◆ Task description:
Your response should be every line from the entries that includes the string "canvas".
--- Input data ---
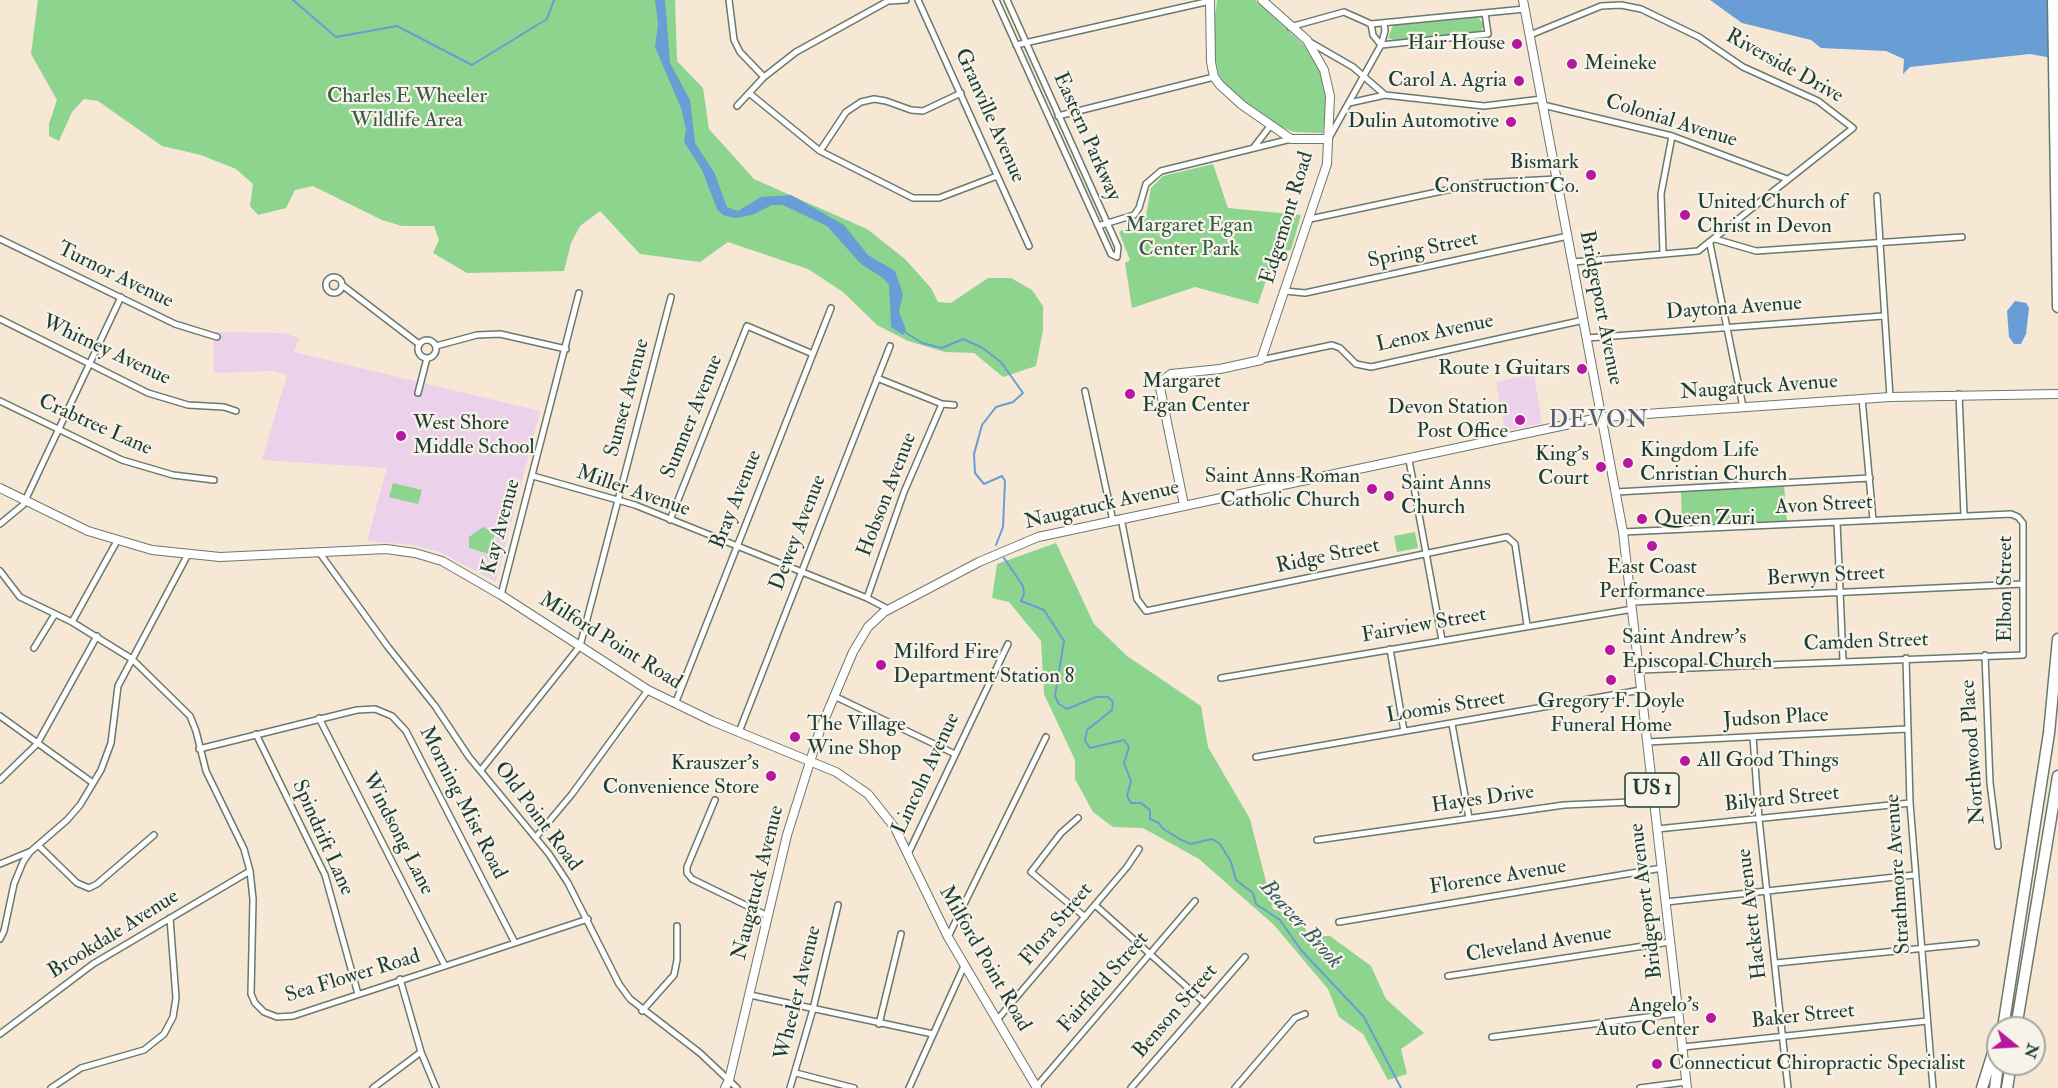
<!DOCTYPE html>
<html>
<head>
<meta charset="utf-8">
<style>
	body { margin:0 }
	#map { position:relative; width:2058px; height:1088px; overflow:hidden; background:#f6e8d5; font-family:"IM FELL Double Pica",serif }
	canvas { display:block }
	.north { position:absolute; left:1986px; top:1016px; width:60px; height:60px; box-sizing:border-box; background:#f7f3e8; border:2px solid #a1aaa0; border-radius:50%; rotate:108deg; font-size:16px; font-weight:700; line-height:24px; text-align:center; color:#1f3d34 }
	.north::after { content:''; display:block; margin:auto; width:21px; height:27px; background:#b5179e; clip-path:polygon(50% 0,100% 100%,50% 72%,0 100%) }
</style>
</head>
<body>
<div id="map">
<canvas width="2058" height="1088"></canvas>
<div class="north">N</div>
</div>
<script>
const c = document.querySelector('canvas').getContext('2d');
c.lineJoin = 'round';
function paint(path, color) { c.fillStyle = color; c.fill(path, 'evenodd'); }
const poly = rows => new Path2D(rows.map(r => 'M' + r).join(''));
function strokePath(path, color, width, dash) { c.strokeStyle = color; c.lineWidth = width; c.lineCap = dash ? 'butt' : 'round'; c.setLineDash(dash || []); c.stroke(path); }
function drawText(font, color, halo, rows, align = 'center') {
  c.font = font + ' "IM FELL Double Pica",serif'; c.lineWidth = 4.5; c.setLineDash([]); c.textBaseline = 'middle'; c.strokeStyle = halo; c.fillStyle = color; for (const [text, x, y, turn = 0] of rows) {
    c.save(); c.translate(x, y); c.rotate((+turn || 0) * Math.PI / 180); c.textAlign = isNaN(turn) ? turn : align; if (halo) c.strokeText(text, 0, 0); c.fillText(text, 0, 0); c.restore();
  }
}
paint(poly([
	[213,332,284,333,299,338,294,352,540,411,496,582,440,552,413,545,367,541,387,468,262,460,287,375,272,371,214,373],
	[1534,374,1542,423,1505,431,1496,382]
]), '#ecd1ea');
paint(poly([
	[38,0,675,0,677,61,703,88,709,129,754,179,867,229,905,259,931,288,938,302,951,303,988,278,1011,278,1032,290,1043,306,1043,330,1036,366,1003,377,974,353,945,352,908,341,877,325,843,292,808,269,728,242,700,262,640,254,600,211,580,226,571,243,564,271,467,273,433,253,439,240,434,226,402,226,382,220,313,186,295,190,286,208,258,215,250,206,253,184,236,169,201,155,162,146,98,101,84,99,72,112,59,141,49,136,49,124,57,100,31,54],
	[1217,0,1255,0,1304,45,1323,77,1326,103,1323,133,1294,132,1283,128,1244,103,1226,86,1219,75,1212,43],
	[1478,17,1484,25,1480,33,1394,40,1388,38,1393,25],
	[1213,164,1228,208,1301,215,1291,250,1276,252,1258,304,1195,287,1132,308,1125,263,1130,260,1119,232,1146,215,1151,188,1163,176],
	[393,483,422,490,418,504,389,497],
	[1784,486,1787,522,1682,526,1681,492],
	[483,527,495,533,489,554,469,548,469,537],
	[1415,532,1418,548,1397,552,1394,536],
	[1056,543,1094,624,1127,656,1201,706,1208,747,1250,819,1273,909,1302,920,1308,936,1330,936,1371,966,1386,999,1424,1033,1401,1049,1407,1074,1388,1080,1363,1034,1339,1017,1328,989,1274,925,1199,859,1143,828,1113,827,1093,812,1075,779,1075,760,1044,694,1041,641,1009,602,992,598,997,564]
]), '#8dd48f');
paint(poly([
	[655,0,665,0,670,63,690,100,695,143,714,172,727,207,738,211,761,197,791,195,844,225,868,255,895,271,903,294,899,311,906,330,903,335,891,327,889,285,883,278,861,264,827,226,783,205,772,205,752,215,735,218,723,215,717,209,702,170,684,142,686,129,681,108,655,47,658,24],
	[1710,0,2058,0,2058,59,2030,54,1910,67,1903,74,1904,59,1886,51,1821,48,1811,40,1742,23],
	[2015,301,2026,303,2029,308,2026,334,2021,344,2014,344,2009,337,2007,311]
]), '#689dd5');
strokePath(poly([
	[293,0,336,37,397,26,472,65,547,19,554,0],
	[903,331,922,343,942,348,963,339,981,347,1001,362,1023,393,1013,402,996,407,982,425,974,454,975,473,984,484,1002,476,1005,481,1003,527,996,545],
	[1004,558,1023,586,1024,594,1021,601,1044,610,1064,641,1055,696,1059,704,1067,709,1096,697,1108,697,1113,702,1112,710,1087,730,1085,741,1090,748,1124,740,1129,747,1124,763,1131,781,1127,796,1131,803,1141,803,1150,810,1150,819,1159,823,1162,828,1181,840,1191,844,1212,839,1220,844,1231,862,1236,880,1253,893,1256,904,1280,920,1301,950,1364,1017,1401,1088]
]), '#689dd5', 2);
const street = poly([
	[729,0,734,40,740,52,764,77],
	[918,0,1029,246],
	[996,0,1111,254,1117,257,1118,247,1007,0],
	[1384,23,1385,31,1381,45,1488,34,1485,13],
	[1290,27,1344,12,1371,24,1525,9],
	[1530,35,1601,6,1621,5,1641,9,1699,37,1743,67,1818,101,1853,128,1698,251,1573,262],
	[1308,41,1353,67,1385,95],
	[1016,45,1210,1],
	[749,93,820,151,913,198,939,198,997,176],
	[1349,103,1385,95,1484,106,1542,99],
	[1543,105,1672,136,1787,179],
	[737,106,764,77,796,52,888,1,906,0],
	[1058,116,1214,77],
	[1329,138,1381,45,1373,35,1371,24],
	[1254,147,1271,125],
	[820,151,846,112,861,102,874,99,886,101,911,110,923,111,961,93],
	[1877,196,1890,397],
	[1310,219,1480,183,1557,179],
	[1098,226,1134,215,1139,208,1146,184,1161,171,1291,139],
	[0,239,175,324,217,337],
	[1715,239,1756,251,1962,237],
	[1710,244,1743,407],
	[1663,253,1661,194,1672,136],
	'326 285a8 8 0 1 1 16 0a8 8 0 1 1-16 0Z',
	[342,285,419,344],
	[1285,291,1305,293,1568,236],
	[0,319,148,393,188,405,224,407,236,411],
	[1587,338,1883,316],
	'418 349a9 9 0 1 1 18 0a9 9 0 1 1-18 0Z',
	[436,346,477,335,500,334,566,349],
	[1261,360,1332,345,1340,348,1356,364,1371,367,1584,320],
	[877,378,942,404,954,405],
	[1085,391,1113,521],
	[418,393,427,358],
	[1959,394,1964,515],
	[1862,398,1873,520],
	[0,401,122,460,173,475,214,480],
	[1409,460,1442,640],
	[533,476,635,505,867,598,888,609],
	[1616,492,1870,478],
	[1121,518,1137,599,1146,611,1507,537,1515,544,1527,625],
	[670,520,747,326,813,354],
	[1837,522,1843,660],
	[0,524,23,505,121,297],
	[1623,532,2011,514,2018,517,2023,523,2023,655,1640,670],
	[319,552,388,647,435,706,469,757,549,854,568,883,619,984,630,999,700,1053,737,1088],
	[0,571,20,597,72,622,132,659,190,716,196,731,206,771,244,849,250,871,253,899,251,994,255,1003,264,1012,277,1017,293,1016,588,919],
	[501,595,579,293],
	[867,598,904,492,942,404],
	[1632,602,2022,584],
	[72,622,117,541],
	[34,648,55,614],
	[1390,649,1404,731],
	[1985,655,1990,783,1998,846],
	[1906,658,1910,803,1933,1088],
	[1221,678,1633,609],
	[834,696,955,754],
	[675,704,831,308],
	[0,716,93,783],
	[319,718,445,966],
	[1452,724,1469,818],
	[739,732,890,346],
	[256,734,325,875,358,994],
	[1753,737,1759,819,1788,1088],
	[1647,742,1907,729],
	[199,749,357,710,375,709,392,716,406,731,515,943],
	[1256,757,1641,690],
	[481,770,580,646,671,297],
	[0,780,37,744,97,636],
	[715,800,687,867,687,873,692,879,768,916],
	[1078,818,1061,833,1031,872,1085,917],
	[1657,829,1910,803],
	[536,837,572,794,648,690],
	[1317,840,1564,805,1654,801],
	[39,846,77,883,89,888,97,884,154,835],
	[908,854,1008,644],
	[0,864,29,852],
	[1666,902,1914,875],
	[1095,905,1205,1003],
	[1339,922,1662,868],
	[948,937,1046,737],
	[0,939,4,931,14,884,23,862,30,852,67,820,80,805,101,770,111,743,118,686,187,556],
	[1776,963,1976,943],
	[1448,976,1670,942],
	[400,979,421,1052,436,1088],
	[750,995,933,1034],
	[642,1011,674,975,677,960,677,926],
	[997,1020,1127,867,1139,849],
	[879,1024,901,934],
	[0,1034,93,964,250,871],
	[1492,1037,1679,1013],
	[1683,1047,1927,1021],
	[796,1073,854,1088],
	[1036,1087,1195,901],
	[51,1088,81,1068,144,1050,164,1034,173,1017,176,998,170,918],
	[373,1088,421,1052],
	[790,1088,813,1009,838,905],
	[909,1088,964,966],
	[1131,1088,1245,957],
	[1235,1088,1295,1018,1305,1014],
	[1640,1088,1686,1082]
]);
const secondary = poly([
	[1210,0,1211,62,1214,77,1220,85,1242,105,1291,139,1328,139],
	[0,488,88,531,152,550,220,557,386,549,415,553,442,561,501,595,648,690,712,721,836,772,868,794,895,828,948,937,1037,1088],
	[1184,505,1159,383,1171,374,1220,369,1261,360,1327,164,1330,96,1324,70,1307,40,1262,0],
	[725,1088,729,1080,787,835,820,730,853,652,868,627,884,612,979,562,1038,537,1603,417,1890,397,2058,394]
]);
const primary = poly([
	[1523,0,1623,532,1687,1088]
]);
const highway = poly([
	[2053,0,2058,307],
	[2003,1028,2049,733,2058,639],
	[2016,1028,2058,776],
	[1982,1088,1998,1037],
	[1995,1088,1998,1064],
	[2007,1088,2011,1064]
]);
strokePath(street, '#6a796c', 8);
strokePath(secondary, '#6a796c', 10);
strokePath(primary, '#6a796c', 10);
strokePath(highway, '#6a796c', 13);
strokePath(street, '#fff', 5);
strokePath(secondary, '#fff', 8);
strokePath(primary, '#fff', 8);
strokePath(highway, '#fff', 10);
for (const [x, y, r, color] of [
	[1517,44,6,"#b5179e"],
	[1572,64,6,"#b5179e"],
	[1519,81,6,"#b5179e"],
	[1511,122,6,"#b5179e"],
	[1591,175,6,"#b5179e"],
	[1685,215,6,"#b5179e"],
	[1582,369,6,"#b5179e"],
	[1130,394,6,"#b5179e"],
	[1520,420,6,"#b5179e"],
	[401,436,6,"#b5179e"],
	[1628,463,6,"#b5179e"],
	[1601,467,6,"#b5179e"],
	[1372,489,6,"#b5179e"],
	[1389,496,6,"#b5179e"],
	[1642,519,6,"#b5179e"],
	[1652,546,6,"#b5179e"],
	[1610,650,6,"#b5179e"],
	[881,665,6,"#b5179e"],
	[1611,680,6,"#b5179e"],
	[795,737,6,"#b5179e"],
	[1685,761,6,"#b5179e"],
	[771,776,6,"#b5179e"],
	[1711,1018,6,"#b5179e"],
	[1657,1064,6,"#b5179e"]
]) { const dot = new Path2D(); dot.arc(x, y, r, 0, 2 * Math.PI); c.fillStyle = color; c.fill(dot); strokePath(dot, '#f7f3e8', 2); }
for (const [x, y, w] of [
	[1652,790,54]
]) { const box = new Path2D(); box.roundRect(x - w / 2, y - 17, w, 34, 4.5); c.fillStyle = '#f7f3e8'; c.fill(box); strokePath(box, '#1f3d34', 1.5); }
drawText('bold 20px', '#1f3d34', null, [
	["US 1",1652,790]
]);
drawText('21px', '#1f3d34', '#f7f3e8', [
	["Hair House",1505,44,"right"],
	["Meineke",1584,64],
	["Carol A. Agria",1507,81,"right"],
	["Dulin Automotive",1499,122,"right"],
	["Bismark",1579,163,"right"],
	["Construction Co.",1579,187,"right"],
	["United Church of",1697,203],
	["Christ in Devon",1697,227],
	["Route 1 Guitars",1570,369,"right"],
	["Margaret",1142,382],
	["Egan Center",1142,406],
	["Devon Station",1508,408,"right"],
	["Post Office",1508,432,"right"],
	["West Shore",413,424],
	["Middle School",413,448],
	["Kingdom Life",1640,451],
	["Cnristian Church",1640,475],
	["King's",1589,455,"right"],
	["Court",1589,479,"right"],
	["Saint Anns Roman",1360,477,"right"],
	["Catholic Church",1360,501,"right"],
	["Saint Anns",1401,484],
	["Church",1401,508],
	["Queen Zuri",1654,519],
	["East Coast",1652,568,"center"],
	["Performance",1652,592,"center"],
	["Saint Andrew's",1622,638],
	["Episcopal Church",1622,662],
	["Milford Fire",893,653],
	["Department Station 8",893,677],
	["Gregory F. Doyle",1611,702,"center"],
	["Funeral Home",1611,726,"center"],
	["The Village",807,725],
	["Wine Shop",807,749],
	["All Good Things",1697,761],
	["Krauszer's",759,764,"right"],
	["Convenience Store",759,788,"right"],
	["Angelo's",1699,1006,"right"],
	["Auto Center",1699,1030,"right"],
	["Connecticut Chiropractic Specialist",1669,1064]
], 'left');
drawText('21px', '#1f3d34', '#f7f3e8', [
	["Riverside Drive",1784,67,29],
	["Granville Avenue",989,116,66],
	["Colonial Avenue",1671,122,17],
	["Eastern Parkway",1086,137,66],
	["Edgemont Road",1288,218,-73],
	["Spring Street",1423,251,-12],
	["Turnor Avenue",115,276,26],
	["Bridgeport Avenue",1600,308,79],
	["Daytona Avenue",1734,309,-4],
	["Lenox Avenue",1435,334,-12],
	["Whitney Avenue",106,351,25],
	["Naugatuck Avenue",1759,388,-4],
	["Sunset Avenue",628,398,-75],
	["Sumner Avenue",693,417,-68],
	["Crabtree Lane",95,426,24],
	["Miller Avenue",633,492,19],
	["Hobson Avenue",888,495,-69],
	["Bray Avenue",737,500,-68],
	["Naugatuck Avenue",1102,506,-13],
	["Avon Street",1824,506,-3],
	["Kay Avenue",502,527,-75],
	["Dewey Avenue",799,533,-69],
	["Ridge Street",1328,557,-12],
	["Berwyn Street",1826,577,-3],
	["Elbon Street",2006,589,-90],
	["Fairview Street",1424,626,-10],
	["Milford Point Road",610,642,32],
	["Camden Street",1866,643,-2],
	["Loomis Street",1446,708,-9],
	["Judson Place",1776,719,-3],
	["Northwood Place",1974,752,-94],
	["Lincoln Avenue",927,774,-65],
	["Hayes Drive",1483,800,-8],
	["Bilyard Street",1782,800,-6],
	["Morning Mist Road",462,803,63],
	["Old Point Road",537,817,53],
	["Windsong Lane",397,834,63],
	["Spindrift Lane",322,838,66],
	["Strathmore Avenue",1899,874,-94],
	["Florence Avenue",1498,878,-9],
	["Naugatuck Avenue",759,883,-76],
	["Bridgeport Avenue",1647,901,-97],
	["Hackett Avenue",1753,914,-97],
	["Flora Street",1057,925,-50],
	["Brookdale Avenue",114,935,-32],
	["Cleveland Avenue",1539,945,-9],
	["Milford Point Road",984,959,60],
	["Sea Flower Road",353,977,-17],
	["Fairfield Street",1104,983,-49],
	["Wheeler Avenue",799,993,-76],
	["Benson Street",1176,1012,-49],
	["Baker Street",1803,1017,-6]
]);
drawText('21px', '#355b46', '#f7f3e8', [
	["Charles E Wheeler",407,97],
	["Wildlife Area",407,121],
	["Margaret Egan",1189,226],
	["Center Park",1189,250]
]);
drawText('italic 22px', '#355a64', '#f7f3e8', [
	["Beaver Brook",1300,925,48]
]);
c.letterSpacing = '1.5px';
drawText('24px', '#525f72', '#f7f3e8', [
	["DEVON",1599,422]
]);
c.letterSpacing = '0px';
</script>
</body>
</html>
---
◆ Exercise response:
	canvas { display:block }
<canvas width="2058" height="1088"></canvas>
const c = document.querySelector('canvas').getContext('2d');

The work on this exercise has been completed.